In [3]:
import pandas as pd
import numpy as np 

import spacy

### load data

In [4]:

df_train = pd.read_csv('Amazon review dataset/train.csv', header=None, names=['polarity', 'title', 'review'] )

In [5]:
df_train.sample(5)

Unnamed: 0,polarity,title,review
1162981,2,b- lynch maaaaaaaaaaaaaaaaannn,Lynch is back in that ????????? U know what im...
1347597,1,LOW QUALITY VERY EARLY RECORDINGS!!!,THIS SHONGS ARE NOT THE GREATEST HITS OF THIS ...
512958,1,YALL MUST BE KIDDING...,"ok first off, if you come by my review, let it..."
2081008,1,surf's up...NOT,The ONLY reason that I gave this game two (2) ...
1858731,2,Decent adventure with some excellent highlights,"A decent, well-plotted adventure. I could have..."


### check class imbalance

In [6]:
df_train.polarity.value_counts()

polarity
2    1800000
1    1800000
Name: count, dtype: int64

No class imbalance

In [7]:
# check missing value in review column 
len(df_train[df_train.review.isnull()])

0

In [None]:
df_train.review.isnull().any()

In [None]:
# check missing value in title column 
len(df_train[df_train.title.isnull()])

a 207 NaN value in title, this will create a problem if we planning to combine the title nad review in a single row 

In [None]:
# map polarity : positive ->0 | negative -> 1
df_train['label'] = df_train.polarity.map({2:0, 1:1})
df_train.sample(3)

In [None]:
# combine review title with review body 
# fillna : replaces any NaN values in the title  an empty string 

df_train['full_review'] = df_train.title.fillna('') + " " + df_train.review 

In [None]:
df_train.head()

In [None]:
# to check that the new 'full_review' is not affected by the Nan values in title
df_train[df_train.title.isnull()]

In [None]:
df_train.title[0]

In [None]:
df_train.review[0]

In [None]:
df_train.full_review[0]

In [None]:
# check dublicate 

duplicate_rows = df_train.duplicated() 
duplicate_rows.any() 

No Dublicates in the data 

In [None]:
len(df_train.full_review[0])

In [None]:
len(df_train.full_review[100])

In [None]:
len(df_train.full_review[1])

In [None]:
# check avergae lenght of a full review 
full_review_avg_length = np.mean([ len(df_train.full_review[0]) for i in range(len(df_train.full_review))])
print(full_review_avg_length) 

In [None]:
# check for very short reviews 

short_reviews = df_train[df_train['full_review'].apply(lambda x: len(x.split()) < 10)]

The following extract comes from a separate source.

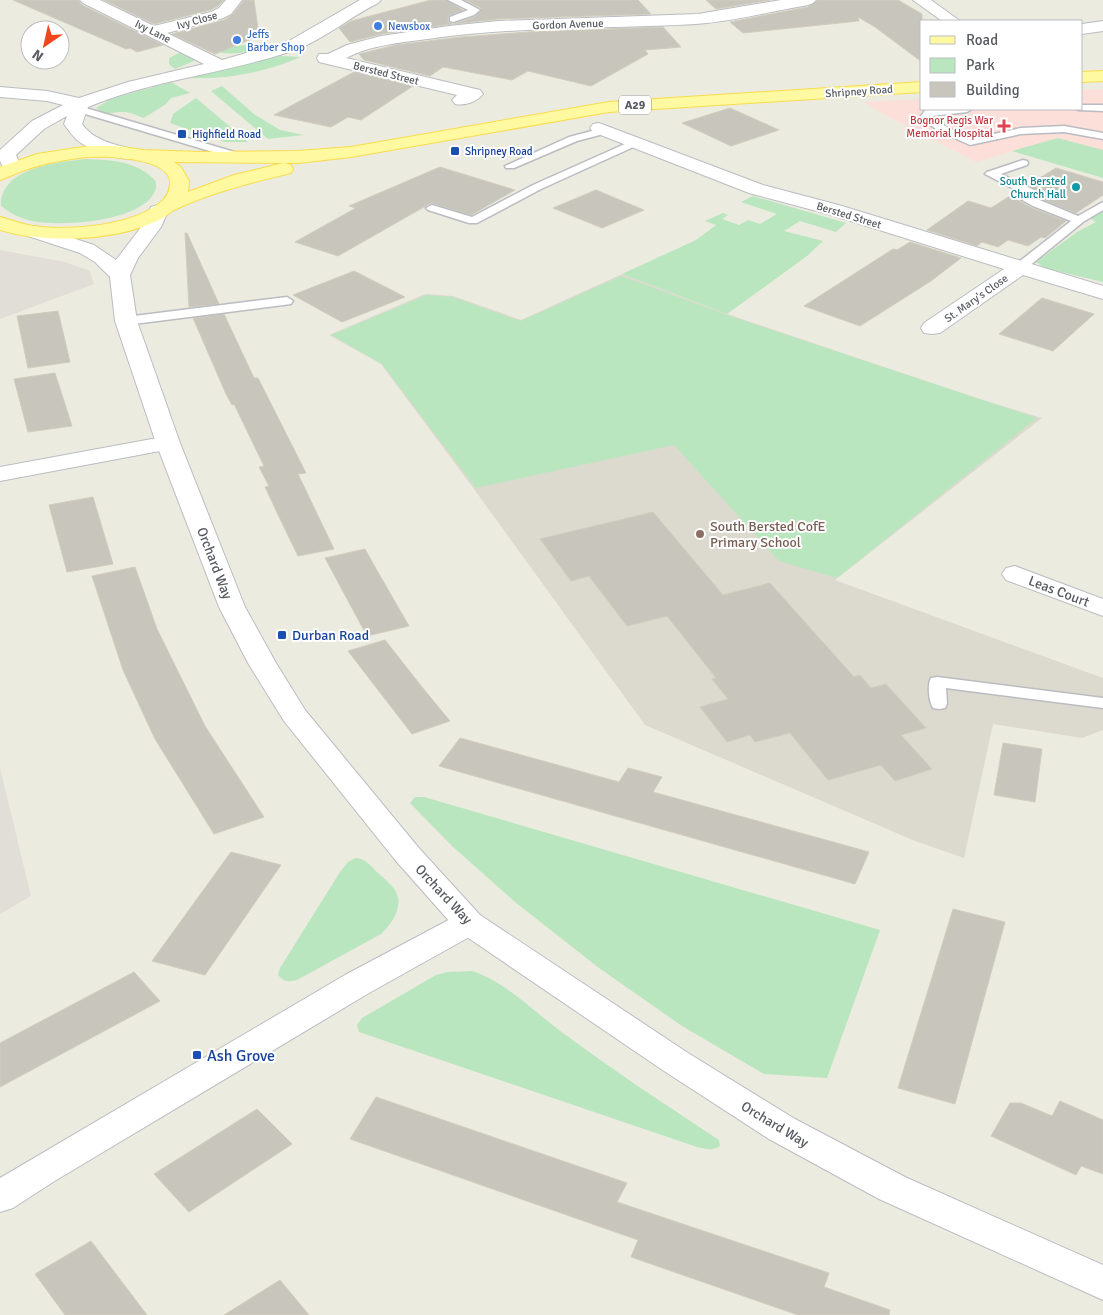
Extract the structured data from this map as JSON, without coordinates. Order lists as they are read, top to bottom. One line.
{"streets":{"main road":["Shripney Road","A29"],"street":["Ivy Close","Gordon Avenue","Ivy Lane","Bersted Street","St. Mary's Close","Orchard Way","Leas Court"]},"crossings":[["Ivy Close","Ivy Lane"],["Gordon Avenue","Bersted Street"],["Bersted Street","St. Mary's Close"]],"places":{"other":["Newsbox","Jeffs Barber Shop","South Bersted Church Hall","South Bersted CofE Primary School"],"health":["Bognor Regis War Memorial Hospital"],"transit":["Highfield Road","Shripney Road","Durban Road","Ash Grove"]},"legend":["Road","Park","Building"],"north":"bottom left"}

short_reviews.label.value_counts()

print(f"Number of short reviews: {len(short_reviews)}")

In [None]:
short_reviews

In [None]:
short_reviews.full_review.iloc[0]

There is a lot of garbage and noise that need our attention 

### a random sample of train_df for ease of experiments

In [None]:
# a lighter df to experiment with 
df_train_sample  = df_train.sample(100000)

In [None]:
df_train_sample.label.value_counts() 

In [None]:
len(df_train_sample)

### Remove URL and HTML tags if any

In [None]:
from bs4 import BeautifulSoup
has_html_tags = df_train_sample['full_review'].apply(lambda x: bool(BeautifulSoup(x, "html.parser").find(True)))


In [None]:
df_train_sample[has_html_tags].full_review.iloc[1]

there is indeed html tags that will require our attention 

In [None]:
# check for urls 
import re
has_url = [bool(re.findall(r'http\S+', df_train_sample.full_review.iloc[i])) for i in range(len(df_train_sample))]
df_train_sample[has_url]

both URL and HTML tags do not affect the feeling of the customer, hence they are just noise in our case.

### Preprocessing Steps:

1. **Remove URLs**: Strips any URLs from the review, as they don't contribute meaningfully to sentiment analysis.

2. **Remove Gibberish & Excessive Repeated Characters**: Identifies and removes sequences with too many repeated characters (e.g., "ooooo" becomes "o") and repeated words (e.g., "great great" becomes "great").

3. **Remove Punctuation, Numbers, and Long Words**: Filters out punctuation, numbers, and excessively long words (over 20 characters).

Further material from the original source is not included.